For its own part, the Commission’s plan will use EU funds to purchase vaccines in exchange for guaranteed supplies if it actually works. The Berlaymont will negotiate with vaccine developers to give them the funding to begin manufacturing the most promising candidates immediately. “There is a very real risk that none of the supported candidates will be successful,” the Commission has said.

“However, the value of earlier access to a vaccine is enormous, in terms of lives saved and economic damage avoided. This makes the risk worth taking.” Anyone remember the HTA talks? Amidst new health proposals from the EU Executive, and the aforementioned vaccines and pharmaceutical strategy, it’s good to know that the Health Technology Assessment file’s lead rapporteur, MEP Tiemo Wölken, has kept his eye on the ball.
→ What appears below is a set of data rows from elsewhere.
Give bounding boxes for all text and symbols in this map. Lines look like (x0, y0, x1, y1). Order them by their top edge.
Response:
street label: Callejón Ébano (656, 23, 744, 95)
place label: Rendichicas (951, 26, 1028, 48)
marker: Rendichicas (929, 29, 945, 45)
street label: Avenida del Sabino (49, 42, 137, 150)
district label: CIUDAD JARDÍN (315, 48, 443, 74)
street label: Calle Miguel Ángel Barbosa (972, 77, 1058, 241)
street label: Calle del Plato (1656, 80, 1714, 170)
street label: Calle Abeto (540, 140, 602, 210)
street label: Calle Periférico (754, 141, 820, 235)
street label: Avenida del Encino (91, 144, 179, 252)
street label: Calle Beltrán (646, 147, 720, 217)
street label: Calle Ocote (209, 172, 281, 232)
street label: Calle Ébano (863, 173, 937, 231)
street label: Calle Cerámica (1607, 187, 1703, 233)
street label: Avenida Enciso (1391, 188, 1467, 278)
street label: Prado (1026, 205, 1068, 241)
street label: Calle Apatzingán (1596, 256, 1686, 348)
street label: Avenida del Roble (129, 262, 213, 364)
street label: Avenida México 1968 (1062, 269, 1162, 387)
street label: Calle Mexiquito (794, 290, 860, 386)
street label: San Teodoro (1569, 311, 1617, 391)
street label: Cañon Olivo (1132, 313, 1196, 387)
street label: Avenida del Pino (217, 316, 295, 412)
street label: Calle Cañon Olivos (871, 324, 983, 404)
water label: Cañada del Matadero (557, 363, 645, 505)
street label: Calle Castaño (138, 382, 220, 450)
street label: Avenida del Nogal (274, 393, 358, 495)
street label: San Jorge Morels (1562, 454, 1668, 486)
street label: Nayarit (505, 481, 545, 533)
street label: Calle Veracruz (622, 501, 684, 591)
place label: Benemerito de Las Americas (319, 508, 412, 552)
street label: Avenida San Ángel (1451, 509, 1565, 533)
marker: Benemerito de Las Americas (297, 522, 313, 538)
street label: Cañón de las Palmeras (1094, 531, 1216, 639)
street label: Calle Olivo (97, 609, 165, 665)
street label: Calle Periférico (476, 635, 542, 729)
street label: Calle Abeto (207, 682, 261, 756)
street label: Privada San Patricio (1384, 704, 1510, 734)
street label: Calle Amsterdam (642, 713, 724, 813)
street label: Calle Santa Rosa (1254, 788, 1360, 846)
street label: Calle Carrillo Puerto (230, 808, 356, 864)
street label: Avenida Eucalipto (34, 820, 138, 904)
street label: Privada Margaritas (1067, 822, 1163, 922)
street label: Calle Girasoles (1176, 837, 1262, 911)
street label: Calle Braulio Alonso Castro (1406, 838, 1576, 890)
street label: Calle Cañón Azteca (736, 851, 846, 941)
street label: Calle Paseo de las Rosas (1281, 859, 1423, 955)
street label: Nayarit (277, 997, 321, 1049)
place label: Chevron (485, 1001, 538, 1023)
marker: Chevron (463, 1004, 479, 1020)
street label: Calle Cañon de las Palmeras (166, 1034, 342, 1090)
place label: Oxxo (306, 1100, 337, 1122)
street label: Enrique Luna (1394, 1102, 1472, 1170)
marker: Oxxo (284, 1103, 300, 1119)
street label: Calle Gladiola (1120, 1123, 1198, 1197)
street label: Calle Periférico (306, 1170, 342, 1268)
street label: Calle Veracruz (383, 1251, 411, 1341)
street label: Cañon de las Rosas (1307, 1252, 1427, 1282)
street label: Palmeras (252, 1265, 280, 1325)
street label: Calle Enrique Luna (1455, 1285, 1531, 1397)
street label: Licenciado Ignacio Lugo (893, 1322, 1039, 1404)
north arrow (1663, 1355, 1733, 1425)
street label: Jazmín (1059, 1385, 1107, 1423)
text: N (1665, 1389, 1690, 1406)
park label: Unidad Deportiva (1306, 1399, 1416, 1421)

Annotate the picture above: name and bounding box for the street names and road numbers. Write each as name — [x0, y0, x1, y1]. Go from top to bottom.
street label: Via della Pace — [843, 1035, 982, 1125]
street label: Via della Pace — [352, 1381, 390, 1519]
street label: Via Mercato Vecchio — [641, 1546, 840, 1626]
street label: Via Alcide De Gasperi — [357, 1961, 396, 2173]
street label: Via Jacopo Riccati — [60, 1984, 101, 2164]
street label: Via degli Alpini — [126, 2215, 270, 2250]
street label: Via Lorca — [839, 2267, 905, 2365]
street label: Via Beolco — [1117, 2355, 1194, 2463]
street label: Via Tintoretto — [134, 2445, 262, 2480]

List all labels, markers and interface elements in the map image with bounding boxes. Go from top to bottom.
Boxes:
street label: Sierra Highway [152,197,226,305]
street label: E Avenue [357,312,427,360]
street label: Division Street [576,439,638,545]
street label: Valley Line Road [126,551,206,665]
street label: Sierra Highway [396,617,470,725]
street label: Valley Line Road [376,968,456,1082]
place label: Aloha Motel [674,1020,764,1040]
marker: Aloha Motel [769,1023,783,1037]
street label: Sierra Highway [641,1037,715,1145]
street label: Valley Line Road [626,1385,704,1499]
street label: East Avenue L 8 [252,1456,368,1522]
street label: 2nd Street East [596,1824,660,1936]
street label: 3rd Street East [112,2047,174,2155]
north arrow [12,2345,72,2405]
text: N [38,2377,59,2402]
The German deputy and the file’s shadow rapporteurs have sent a letter to Commission Vice President Margaritis Schinas and health supremo Stella Kyriakides calling for movement. The letter from MEPs states that the coronavirus pandemic has proved the importance of HTA, thus: “If the HTA proposal would have been already in place it could have enabled a much quicker and more efficient exchange of information between HTA bodies on what works and what does not work in terms of treatment options, diagnostic kits and protective equipment, based on available evidence.” Of course, key to the proposal is improving the availability and accessibility of medicines, so Wölken et al have urged the Commission on. “We want to improve the quality and efficiency of health-care interventions and the sustainability of health systems – a European HTA procedure will help us,” they wrote.